Schizophrenia is a complex brain disorder with genetic and environmental factors contributing to its etiology. Complement C4 genes are schizophrenia susceptibility loci and are activated in response to infections and gut microbiome imbalances. We hypothesize that C4 genetic susceptibility predisposes individuals to neuropathological effects from pathogen exposures or a microbiome in dysbiosis. In 214 individuals with schizophrenia and 123 non-psychiatric controls, we examined C4 gene copy number and haplotype groups for associations with schizophrenia and microbial plasma biomarkers. C4A copy number and haplotypes containing HERV-K insertions (C4A-long; C4AL-C4AL) conferred elevated odds ratios for schizophrenia diagnoses (OR 1.58-2.56, p < 0.0001), while C4B-short (C4BS) haplogroups conferred decreased odds (OR 0.43, p < 0.0001). Haplogroup-microbe combinations showed extensive associations with schizophrenia including C4AL with Candida albicans IgG (OR 2.16, p < 0.0005), C4AL-C4BL with cytomegalovirus (CMV) IgG (OR 1.79, p < 0.008), C4BS with lipopolysaccharide-binding protein (LBP) (OR 1.18, p < 0.0001), and C4AL-C4AL with Toxoplasma gondii IgG (OR = 17.67, p < 0.0001). In controls, only one haplogroup-microbe combination was significant: C4BS with CMV IgG (OR 0.52, p < 0.02). In schizophrenia only, LBP and CMV IgG levels were inversely correlated with C4A and C4S copy numbers, respectively (R2 = 0.13-0.16, p < 0.0001). C4 haplogroups were associated with altered scores of cognitive functioning in both cases and controls and with psychiatric symptom scores in schizophrenia. Our findings link complement C4 genes with a susceptibility to infections and a dysbiotic microbiome in schizophrenia. These results support immune system mechanisms by which gene-environmental interactions may be operative in schizophrenia.

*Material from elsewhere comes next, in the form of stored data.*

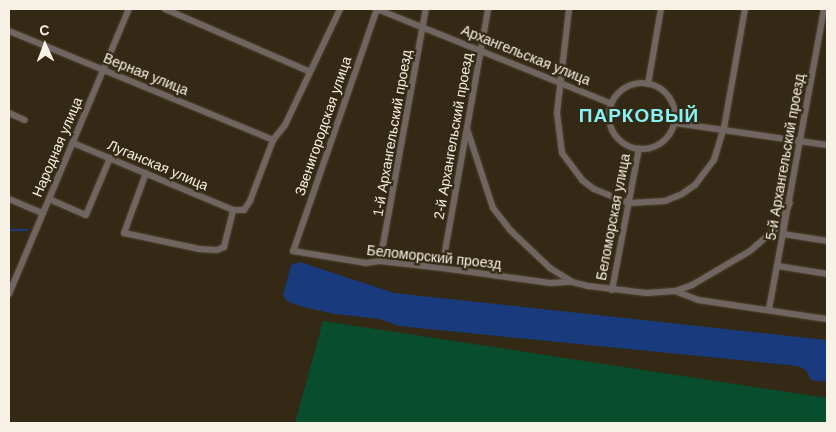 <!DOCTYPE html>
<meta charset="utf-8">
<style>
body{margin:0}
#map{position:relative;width:836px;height:432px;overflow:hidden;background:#342914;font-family:Helvetica,sans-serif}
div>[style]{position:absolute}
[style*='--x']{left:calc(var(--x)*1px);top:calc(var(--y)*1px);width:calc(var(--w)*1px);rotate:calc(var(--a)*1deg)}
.green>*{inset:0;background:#074d2e}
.water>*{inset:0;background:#193b7d}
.stream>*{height:2px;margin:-1px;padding:0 1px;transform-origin:1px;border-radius:1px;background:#193b7d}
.roads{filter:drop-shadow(0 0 1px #4f4531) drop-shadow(0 0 1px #4f4531)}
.minor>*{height:6px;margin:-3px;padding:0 3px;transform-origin:3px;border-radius:3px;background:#706560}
.minor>.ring{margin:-3px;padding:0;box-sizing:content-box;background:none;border:6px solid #706560;border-radius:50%}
span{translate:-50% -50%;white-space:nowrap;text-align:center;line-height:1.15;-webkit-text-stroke:4.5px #342914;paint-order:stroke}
.street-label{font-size:14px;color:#f8f1e5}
.district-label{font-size:19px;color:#86f2f5;font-weight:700;letter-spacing:1px}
.frame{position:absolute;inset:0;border:10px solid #f8f1e5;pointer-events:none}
.north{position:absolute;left:20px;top:20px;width:50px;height:50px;-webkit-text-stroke:4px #342914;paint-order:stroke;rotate:358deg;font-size:14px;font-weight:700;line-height:20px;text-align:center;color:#f8f1e5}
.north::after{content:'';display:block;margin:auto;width:18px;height:22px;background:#f8f1e5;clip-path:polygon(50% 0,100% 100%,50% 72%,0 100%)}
</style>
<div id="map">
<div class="green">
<i style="clip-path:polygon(323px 321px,827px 398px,827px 423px,295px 423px)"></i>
</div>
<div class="water">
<i style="clip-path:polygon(300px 262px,394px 293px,827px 340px,827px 382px,811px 380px,806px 370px,798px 366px,399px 326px,380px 319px,335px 314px,303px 307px,287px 301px,283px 295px,291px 265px)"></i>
</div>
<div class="stream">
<i style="--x:9;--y:230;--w:18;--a:0"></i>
</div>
<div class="roads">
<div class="minor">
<i style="--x:165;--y:9;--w:156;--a:23.4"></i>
<i style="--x:377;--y:9;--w:256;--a:109.1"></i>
<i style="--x:293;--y:251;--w:74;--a:9.3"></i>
<i style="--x:366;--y:263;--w:14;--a:-8"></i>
<i style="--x:380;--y:261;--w:62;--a:6.4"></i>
<i style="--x:442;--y:268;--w:109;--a:7.9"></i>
<i style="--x:550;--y:283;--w:22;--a:-3"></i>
<i style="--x:377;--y:9;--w:251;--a:22"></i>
<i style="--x:569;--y:9;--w:105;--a:96.6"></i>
<i style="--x:557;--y:113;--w:40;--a:82.9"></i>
<i style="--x:562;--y:153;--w:34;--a:53"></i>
<i style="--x:582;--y:180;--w:15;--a:37"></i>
<i style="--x:594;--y:189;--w:38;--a:22"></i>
<i style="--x:629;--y:203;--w:36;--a:-3"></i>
<i style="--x:665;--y:201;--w:18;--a:-22"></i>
<i style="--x:682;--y:194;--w:16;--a:-35"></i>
<i style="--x:695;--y:185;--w:31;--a:-53"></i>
<i style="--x:714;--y:160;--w:34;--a:-73"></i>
<i style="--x:724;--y:128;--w:121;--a:-80"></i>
<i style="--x:9;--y:31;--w:286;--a:22.4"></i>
<i class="ring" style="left:609px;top:83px;width:60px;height:60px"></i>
<i style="--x:648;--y:84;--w:76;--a:-80.2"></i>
<i style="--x:9;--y:113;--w:17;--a:24"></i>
<i style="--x:674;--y:123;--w:155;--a:8.2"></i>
<i style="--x:467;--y:129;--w:83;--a:71.8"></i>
<i style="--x:493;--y:208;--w:28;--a:52"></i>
<i style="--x:510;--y:230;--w:55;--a:43.5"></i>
<i style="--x:550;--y:268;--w:26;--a:32"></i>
<i style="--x:572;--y:282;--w:16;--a:14"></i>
<i style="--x:588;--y:286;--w:59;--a:6.8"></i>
<i style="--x:647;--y:293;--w:28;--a:-4"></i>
<i style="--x:675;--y:291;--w:18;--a:-19"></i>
<i style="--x:692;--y:285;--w:67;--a:-30.4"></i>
<i style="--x:750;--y:251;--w:40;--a:-41"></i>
<i style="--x:780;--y:225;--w:24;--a:-66"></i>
<i style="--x:73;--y:143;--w:173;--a:22.7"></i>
<i style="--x:146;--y:173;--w:64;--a:110.1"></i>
<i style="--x:124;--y:233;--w:77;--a:12"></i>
<i style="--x:199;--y:249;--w:18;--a:3"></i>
<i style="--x:217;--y:250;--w:8;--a:-23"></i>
<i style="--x:224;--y:247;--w:38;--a:-76"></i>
<i style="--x:233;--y:210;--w:11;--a:0"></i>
<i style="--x:244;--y:210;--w:11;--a:-56"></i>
<i style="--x:250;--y:201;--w:65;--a:-69.3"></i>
<i style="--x:273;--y:140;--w:19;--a:-51"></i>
<i style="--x:285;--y:125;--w:128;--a:-64.6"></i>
<i style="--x:9;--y:199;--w:36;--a:23"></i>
<i style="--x:49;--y:199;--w:40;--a:23.4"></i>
<i style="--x:86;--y:215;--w:62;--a:-67.2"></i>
<i style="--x:783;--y:234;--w:45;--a:9"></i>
<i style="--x:380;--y:261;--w:256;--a:-79.7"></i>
<i style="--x:778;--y:266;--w:50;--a:9.3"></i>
<i style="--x:442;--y:268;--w:263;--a:-79.9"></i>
<i style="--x:612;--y:290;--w:144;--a:-79.2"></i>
<i style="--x:675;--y:291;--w:25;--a:21"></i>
<i style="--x:698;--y:300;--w:130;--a:8.4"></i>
<i style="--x:9;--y:294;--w:309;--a:-67.2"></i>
<i style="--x:769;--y:309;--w:305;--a:-79.6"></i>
</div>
</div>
<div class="street-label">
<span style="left:526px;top:55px;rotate:22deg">Архангельская улица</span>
<span style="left:146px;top:74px;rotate:22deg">Верная улица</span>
<span style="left:323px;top:126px;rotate:-71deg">Звенигородская улица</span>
<span style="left:392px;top:133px;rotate:-80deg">1-й Архангельский проезд</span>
<span style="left:453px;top:136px;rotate:-80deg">2-й Архангельский проезд</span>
<span style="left:57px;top:147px;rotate:-67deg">Народная улица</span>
<span style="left:785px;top:157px;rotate:-80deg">5-й Архангельский проезд</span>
<span style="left:158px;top:165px;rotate:23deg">Луганская улица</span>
<span style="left:613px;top:217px;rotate:-79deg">Беломорская улица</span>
<span style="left:434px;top:257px;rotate:6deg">Беломорский проезд</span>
</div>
<div class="district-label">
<span style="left:639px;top:116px">ПАРКОВЫЙ</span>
</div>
<div class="frame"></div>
<div class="north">С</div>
</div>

Effects of complement gene-set polygenic risk score on brain volume and cortical measures in patients with psychotic disorders and healthy controls

Multiple genome-wide association studies of schizophrenia have reported associations between genetic variants within the MHC region and disease risk, an association that has been partially accounted for by alleles of the complement component 4 (C4) gene. Following on previous findings of association between both C4 and other complement-related variants and memory function, we tested the hypothesis that polygenic scores calculated based on identified schizophrenia risk alleles within the "complement" system would be broadly associated with memory function and associated brain structure. We tested this using a polygenic risk score (PRS) calculated for complement genes, but excluding C4 variants. Higher complement-based PRS scores were observed to be associated with lower memory scores for the sample as a whole (N = 620, F change = 8.25; p = .004). A significant association between higher PRS and lower hippocampal volume was also observed (N = 216, R² change = 0.016, p = .015). However, after correcting for further testing of association with the more general indices of cortical thickness, surface area or total brain volume, none of which were associated with complement, the association with hippocampal volume became non-significant. A post-hoc analysis of hippocampal subfields suggested an association between complement PRS and several hippocampal subfields, findings that appeared to be particularly driven by the patient sample. In conclusion, our study yielded suggestive evidence of association between complement-based schizophrenia PRS and variation in memory function and hippocampal volume.